It’s estimated that 20.9% of adults in the US have chronic pain.
Chronic pain is considered any pain that lasts longer than 3 months in duration.
In 2020 it was estimated that 619 million people globally were dealing with low back pain.
The prevalence of low back pain increased between 50-55 years of age with back pain being more common in women!
Why would pain increase right around 50 years old in men and women?
My theory is: this is the time when hormones tend to decline!
Lowered testosterone and estradiol are related to joint pain.
Women who are in peri-menopause will notice that back or joint pain increases when estradiol is lower in their cycles.
This is being overlooked big time!
On Saturday my podcast on low back pain with my good friend Dr. Becky Rucker from Physio Movement and Performance in Tacoma, WA came out.
(Click HERE to listen in to our podcast)
She highlighted how the core isn’t the only thing impacting your back pain and she had me thinking deeper after the podcast about how hormones impact tendons, ligaments and muscles.
In the podcast she talks about low back stabilizer muscles, hip flexors, glute strength, upper back strength and more as factors contributing to back pain.
I find it fascinating all the of the different angles to address when it comes to the physical aspect of pain.

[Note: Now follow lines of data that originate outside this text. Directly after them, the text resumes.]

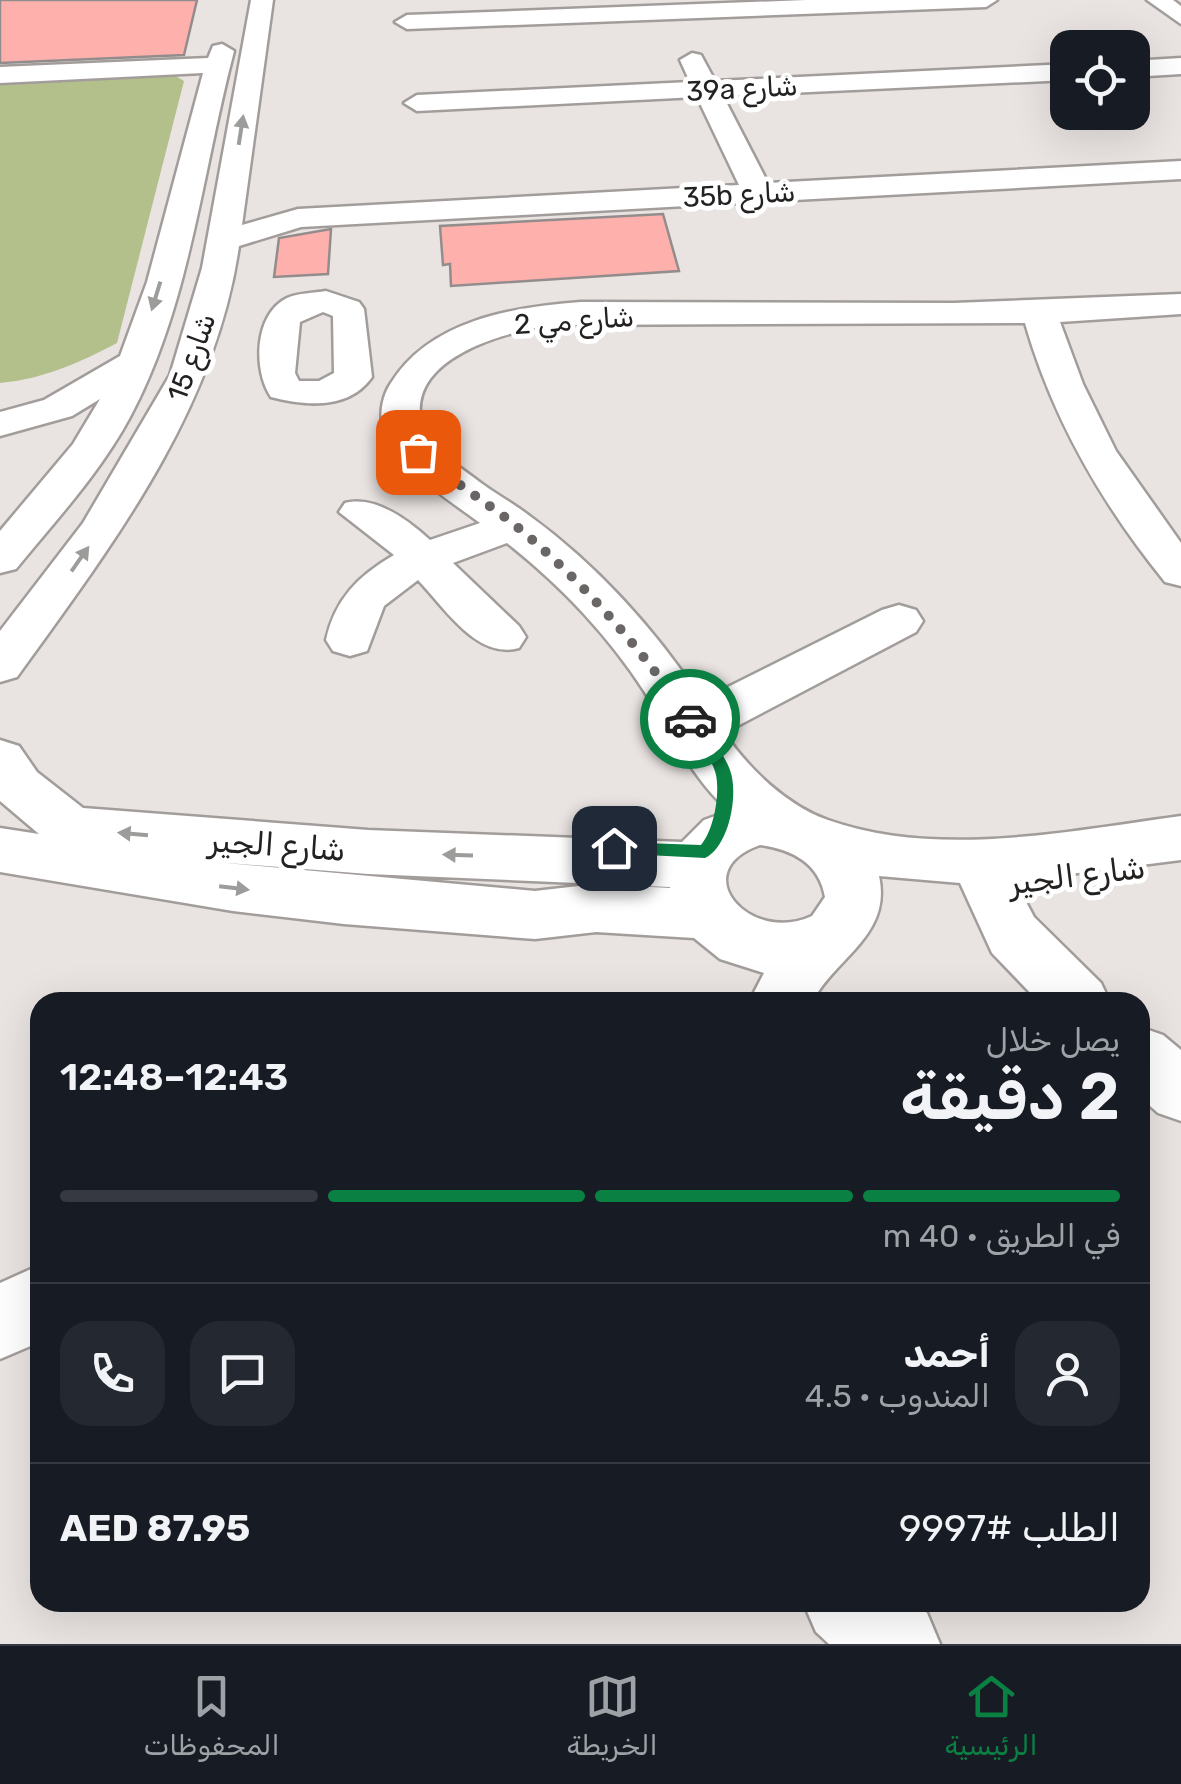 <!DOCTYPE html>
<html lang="ar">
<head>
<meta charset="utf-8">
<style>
	:root { --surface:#171b24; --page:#242831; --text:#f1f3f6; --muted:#9ea1a6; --line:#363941; --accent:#0b8043 }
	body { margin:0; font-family:Rubik,"Noto Sans Arabic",sans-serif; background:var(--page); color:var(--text); direction:rtl; height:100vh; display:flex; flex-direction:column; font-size:38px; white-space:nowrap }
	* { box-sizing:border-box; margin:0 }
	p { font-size:32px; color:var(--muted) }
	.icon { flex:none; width:55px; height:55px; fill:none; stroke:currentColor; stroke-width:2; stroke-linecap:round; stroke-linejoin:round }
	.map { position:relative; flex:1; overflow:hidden; direction:ltr }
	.side { position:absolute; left:30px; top:992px; width:1120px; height:620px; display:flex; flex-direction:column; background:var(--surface); border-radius:30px; box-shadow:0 10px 40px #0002; direction:rtl }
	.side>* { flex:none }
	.tools { position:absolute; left:1050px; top:30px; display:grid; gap:20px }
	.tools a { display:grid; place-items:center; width:100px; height:100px; border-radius:20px; background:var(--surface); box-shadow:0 10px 40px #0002; font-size:50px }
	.pin { position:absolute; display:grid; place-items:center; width:85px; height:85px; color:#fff; margin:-42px; border-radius:20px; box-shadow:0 5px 15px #0006 }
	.courier { position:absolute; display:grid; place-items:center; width:100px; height:100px; margin:-50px; border:8px solid #0b8043; border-radius:50%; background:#fff; color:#222; box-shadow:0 2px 12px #0007 }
	.head em { font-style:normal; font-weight:600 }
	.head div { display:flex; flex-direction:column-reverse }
	.head { display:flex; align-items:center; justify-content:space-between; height:170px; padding:0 30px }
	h1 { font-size:65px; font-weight:600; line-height:75px }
	.bar { display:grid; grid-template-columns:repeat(4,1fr); gap:15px 10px; align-content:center; height:120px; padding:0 30px }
	.bar i { height:12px; border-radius:8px; background:var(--line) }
	.bar .current { background:var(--accent) }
	.bar p { grid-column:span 4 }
	.line { display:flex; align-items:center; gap:25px; padding:0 30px; border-top:2px solid var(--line) }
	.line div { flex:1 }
	.round { display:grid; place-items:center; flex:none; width:105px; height:105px; border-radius:30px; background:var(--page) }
	.dock { display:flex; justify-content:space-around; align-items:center; height:140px; border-top:2px solid var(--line); background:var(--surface); font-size:28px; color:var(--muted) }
	.dock a { display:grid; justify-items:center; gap:5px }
	.dock .current { color:var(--accent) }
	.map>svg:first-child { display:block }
</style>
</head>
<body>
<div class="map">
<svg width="1181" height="1644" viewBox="0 0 1181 1644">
	<rect width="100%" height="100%" fill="#e9e4e2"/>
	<path fill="#b4c08b" d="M 167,71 L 184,81 L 117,343 C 79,363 43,379 0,383 L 0,79 Z"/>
	<g fill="#feb0ac" stroke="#928d8c" stroke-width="2.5">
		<path d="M 0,0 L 197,0 L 184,55 L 0,63 Z"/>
		<path d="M 663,214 L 679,271 L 451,286 L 450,264 L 443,265 L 440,226 Z"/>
		<path d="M 331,229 L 328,274 L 274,277 L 279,238 Z"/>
	</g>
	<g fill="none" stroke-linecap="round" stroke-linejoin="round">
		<g stroke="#a29d9b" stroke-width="5">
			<g id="minor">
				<path d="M 251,0 L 273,0 L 242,225 L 298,209 L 739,185 L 697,97 L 417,111 L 404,103 L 417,95 L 690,82 L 680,60 L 692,53 L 701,55 L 715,81 L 1068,64 L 1068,80 L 723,96 L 768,183 L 1181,161 L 1181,179 L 301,227 L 239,246 C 215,412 112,545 17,677 L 0,682 L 0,631 L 83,523 L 170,375 L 202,268 Z"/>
				<path d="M 806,0 L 997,0 L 986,7 L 407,29 L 395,22 L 407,15 Z"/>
				<path d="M 1147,0 L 1173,0 L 1181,6 L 1181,24 Z"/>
				<path d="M 222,44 L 234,51 C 202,172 190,305 130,417 C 100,473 56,520 16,569 L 0,573 L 0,531 L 73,444 L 100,399 L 72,416 L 0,436 L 0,412 L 44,400 L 120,356 L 147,282 L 203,73 L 0,83 L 0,67 L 208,58 L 213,46 Z"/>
				<path d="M 1181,58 L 1181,74 L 1132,77 L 1132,61 Z"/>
				<path d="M 326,291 L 359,302 L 364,309 L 372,377 C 349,410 305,406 271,397 C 253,371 254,314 287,298 C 298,293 314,293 326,291 ZM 323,312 L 333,316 L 334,373 L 319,381 L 299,381 L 295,373 L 300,322 Z"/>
				<path d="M 1181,294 L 1181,314 L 1060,322 L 1083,384 L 1116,451 L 1181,543 L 1181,586 L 1165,582 C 1102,504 1053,420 1025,323 L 552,325 C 505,332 404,358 422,425 C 429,449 462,468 481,483 C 497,495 516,505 531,517 C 598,566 656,631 702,700 L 882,610 L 899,605 L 916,610 L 923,621 L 916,632 L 724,733 C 749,769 787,806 828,820 C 938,859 1069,831 1181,816 L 1181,860 L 1015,881 L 1034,917 L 1101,983 L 1110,1002 L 1039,1002 L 992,953 L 960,883 L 879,876 C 892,935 836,957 812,1002 L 749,1002 L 764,973 L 720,959 L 694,938 L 596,932 L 535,939 L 344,924 L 233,911 L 0,872 L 0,828 L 39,834 L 0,801 L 0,740 L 19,746 L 37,772 L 83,808 L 368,830 L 682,842 L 704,820 L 729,811 C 692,779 671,731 644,691 C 608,635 559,584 507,543 L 453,563 L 519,626 L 526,637 L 519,648 C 477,660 445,608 418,580 L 384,606 L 367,651 L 350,656 L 333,651 L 326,640 C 335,599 358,576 394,555 L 339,512 L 345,503 C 375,495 408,520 430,540 L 480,523 C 448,499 395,467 383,427 C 379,412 383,395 391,383 C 430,320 513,307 581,302 L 954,303 ZM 760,845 C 793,850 819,863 825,897 L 812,916 C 751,945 684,872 760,845 ZM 215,862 L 368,874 L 670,887 L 670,888 L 596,884 L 535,891 Z"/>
				<path d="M 1140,1027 L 1163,1035 L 1181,1050 L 1181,1121 L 1158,1113 L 1140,1097 Z"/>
				<path d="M 40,1265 L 40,1342 L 0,1359 L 0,1283 Z"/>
				<path d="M 803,1602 L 914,1602 L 927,1613 L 940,1644 L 829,1644 L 816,1632 Z"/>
			</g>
		</g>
		<use href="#minor" fill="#fff" fill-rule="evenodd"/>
	</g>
	<defs><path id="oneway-solid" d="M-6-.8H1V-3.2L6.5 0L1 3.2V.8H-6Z" transform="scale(2.5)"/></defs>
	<g fill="#9c9c9b">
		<use href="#oneway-solid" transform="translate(241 130) rotate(-81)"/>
		<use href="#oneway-solid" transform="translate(156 296) rotate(107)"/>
		<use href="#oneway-solid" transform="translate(80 559) rotate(-55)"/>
		<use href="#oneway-solid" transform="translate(133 834) rotate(-175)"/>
		<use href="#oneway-solid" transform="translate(458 855) rotate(-178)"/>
		<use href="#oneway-solid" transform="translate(234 888) rotate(7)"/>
	</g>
	<path fill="#0b8043" d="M 685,715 L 696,715 C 706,732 723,751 730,770 C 739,794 729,847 705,858 L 608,853 L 608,844 L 614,842 L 701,845 C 714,830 720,794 716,775 C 712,757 692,735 683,719 Z"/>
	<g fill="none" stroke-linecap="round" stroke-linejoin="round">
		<path stroke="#696665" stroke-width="10" stroke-dasharray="0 18" d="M 418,452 C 448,479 484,500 516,526 C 584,582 639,647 690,719"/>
	</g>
	<g text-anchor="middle" stroke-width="10" stroke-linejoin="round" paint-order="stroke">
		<g font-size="28" fill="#242221" stroke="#fff">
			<text transform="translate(742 88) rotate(-3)" y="10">39a شارع</text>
			<text transform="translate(739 194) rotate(-3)" y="10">35b شارع</text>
			<text transform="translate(574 320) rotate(-4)" y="10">شارع مي 2</text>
			<text transform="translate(191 357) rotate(-70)" y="10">شارع 15</text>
		</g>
		<g font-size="32" fill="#242221" stroke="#fff">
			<text transform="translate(277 845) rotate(4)" y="11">شارع الجير</text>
			<text transform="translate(1077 875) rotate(-7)" y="11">شارع الجير</text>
		</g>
	</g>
</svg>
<div class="tools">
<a><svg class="icon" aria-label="locate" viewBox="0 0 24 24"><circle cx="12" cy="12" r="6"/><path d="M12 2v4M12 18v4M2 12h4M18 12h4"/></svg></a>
</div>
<div class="pin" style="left:418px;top:452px;background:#ea580c"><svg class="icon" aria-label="bag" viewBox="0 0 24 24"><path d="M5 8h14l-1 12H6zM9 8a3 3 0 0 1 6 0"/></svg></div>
<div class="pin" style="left:614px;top:848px;background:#1f2937"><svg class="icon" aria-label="home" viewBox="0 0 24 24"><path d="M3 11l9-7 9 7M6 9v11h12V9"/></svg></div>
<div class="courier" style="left:690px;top:719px"><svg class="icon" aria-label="car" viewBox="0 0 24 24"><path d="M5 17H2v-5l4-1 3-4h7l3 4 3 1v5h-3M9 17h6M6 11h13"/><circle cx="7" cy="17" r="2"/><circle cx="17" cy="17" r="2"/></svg></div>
<section class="side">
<div class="head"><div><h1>2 دقيقة</h1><p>يصل خلال</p></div><em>12:43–12:48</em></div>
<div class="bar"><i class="current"></i><i class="current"></i><i class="current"></i><i></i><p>في الطريق · 40 m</p></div>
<div class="line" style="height:180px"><a class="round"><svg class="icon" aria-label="person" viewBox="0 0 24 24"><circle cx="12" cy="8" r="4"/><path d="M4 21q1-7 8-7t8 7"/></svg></a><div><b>أحمد</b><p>المندوب · 4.5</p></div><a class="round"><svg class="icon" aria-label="chat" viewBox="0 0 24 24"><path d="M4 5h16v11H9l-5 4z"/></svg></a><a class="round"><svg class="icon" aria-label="phone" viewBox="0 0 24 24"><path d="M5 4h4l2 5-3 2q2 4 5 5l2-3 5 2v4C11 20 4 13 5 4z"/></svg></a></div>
<div class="line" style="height:130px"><div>الطلب #9997</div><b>AED 87.95</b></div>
</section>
</div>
<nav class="dock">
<a class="current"><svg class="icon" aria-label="home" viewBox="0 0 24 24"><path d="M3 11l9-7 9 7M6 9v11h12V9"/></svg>الرئيسية</a>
<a><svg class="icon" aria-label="map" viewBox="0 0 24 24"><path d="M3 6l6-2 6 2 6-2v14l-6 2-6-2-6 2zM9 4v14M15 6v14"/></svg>الخريطة</a>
<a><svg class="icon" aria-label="saved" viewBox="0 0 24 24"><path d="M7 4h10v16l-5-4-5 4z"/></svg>المحفوظات</a>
</nav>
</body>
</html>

So what do I look at to evaluate hormones as a contributing factor to pain?
- total estrogens
I also look into vitamin, mineral and nutrient status as these are key components of hormone balance as well as crucial elements for the health of muscles, tendons and ligaments.
- vitamin D
- sodium, potassium, chloride, phosphorus (the electrolytes)
- protein intake
- vitamin C
One of the reasons bone broth is so healing is because it contains all the components for healing tendons, ligaments and muscle in bone marrow.
Bone broth is so much more than “collagen” as it’s touted for!
It’s like a liquid multivitamin.
As fall sets in I love to remind folks about the benefits of bone broth and using it as a base for soups, stews and other recipes.
Regular bone broth can help support your hormones and your musculoskeletal system to keep pain at bay or in check.
Of course I’d pair it with some labs to see how your hormones are looking…
…blood and saliva hormones are recommended in this case to get an idea of what’s happening in real time (blood) and stored in the body (saliva).
Knowing where your hormones stand allow you to make herbal or bio-identical adjustments to support your body.
In terms of vitamins and minerals, a Micronutrient test by SpectraCell or a NutrEval by Genova are two ways that you can assess your vitamin and mineral status to know where to make adjustments in that department.
A basic chemistry panel in the blood can alert you as to what electrolytes (sodium, potassium, chloride) you might be missing as well as if the thyroid may be impacted and a need for a little selenium and iodine are needed.
The take-a-way here – pain can be more than just a muscle issue, it’s key to get some labs to identify all areas you can tweak things to feel better in your body!
Taking a whole body approach to your pain will get you results much faster then looking at it as an isolated issue!
If you’re in Tacoma and looking for someone to assess your pain – Dr. Becky Rucker is a great resource – check her out HERE.
And if you’re looking for someone in your area – look for someone who’s trained in pilates or functional movement – they will be able to assess your body movement patterns and identify how to help you correct those as you work on your pain from the inside out!